Thailand’s junta chief on Monday dismissed rumours of an impending coup as “fake news”, as speculation ricocheted across a kingdom unsettled by the ill-fated political union between a princess and a party allied to the powerful Shinawatra clan.
Thai Prime Minister General Prayut Chan-O-Cha, pictured here in November 2018, dismissed rumours of an impending coup as ‘fake news’
Conjecture has coursed through Thailand since Friday when the Thai Raksa Chart party proposed Princess Ubolratana, King Maha Vajiralongkorn’s elder sister, as a candidate for premier after the March 24 election.
Hours later, a royal command from the king appeared to put a pin in her unprecedented political aspirations.
It said the monarchy was above politics and described his sister’s candidacy as “highly inappropriate”.
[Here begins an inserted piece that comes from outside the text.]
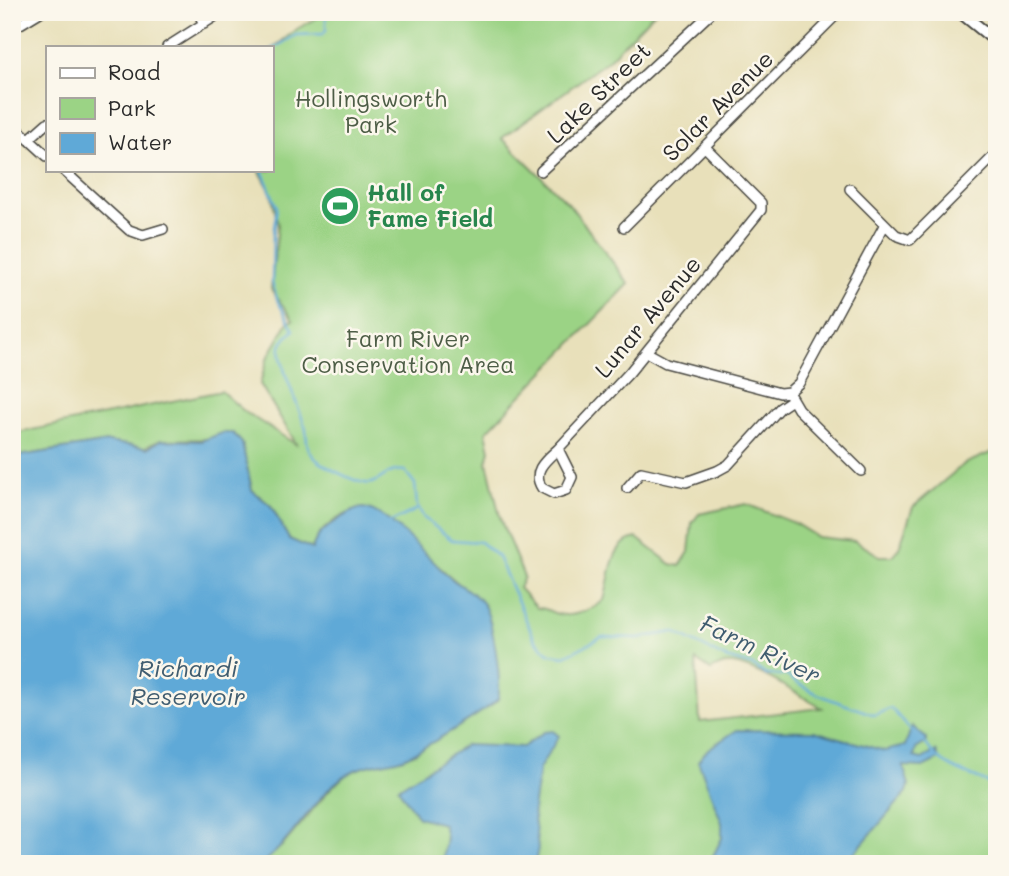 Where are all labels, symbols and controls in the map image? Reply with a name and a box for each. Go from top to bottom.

The slapdown by an unassailable monarch – protected by some of the world’s harshest royal defamation laws – who has never addressed the public in such strong terms, set off a chain reaction.
A chastened Thai Raksa Chart, a key pillar in the election strategy of billionaire ex-premier Thaksin Shinawatra, swiftly agreed to comply with the command.
Election authorities meeting Monday are expected to discuss whether the use of the princess’s name was unconstitutional, a first step towards dissolving the party.
Adding to the uncertainty, chatter of an impending coup against the ruling junta leader Prayut Chan-O-Cha and a major change in army top brass has billowed out, with the hashtag #coup trending in the top 10 in Thai Twitter.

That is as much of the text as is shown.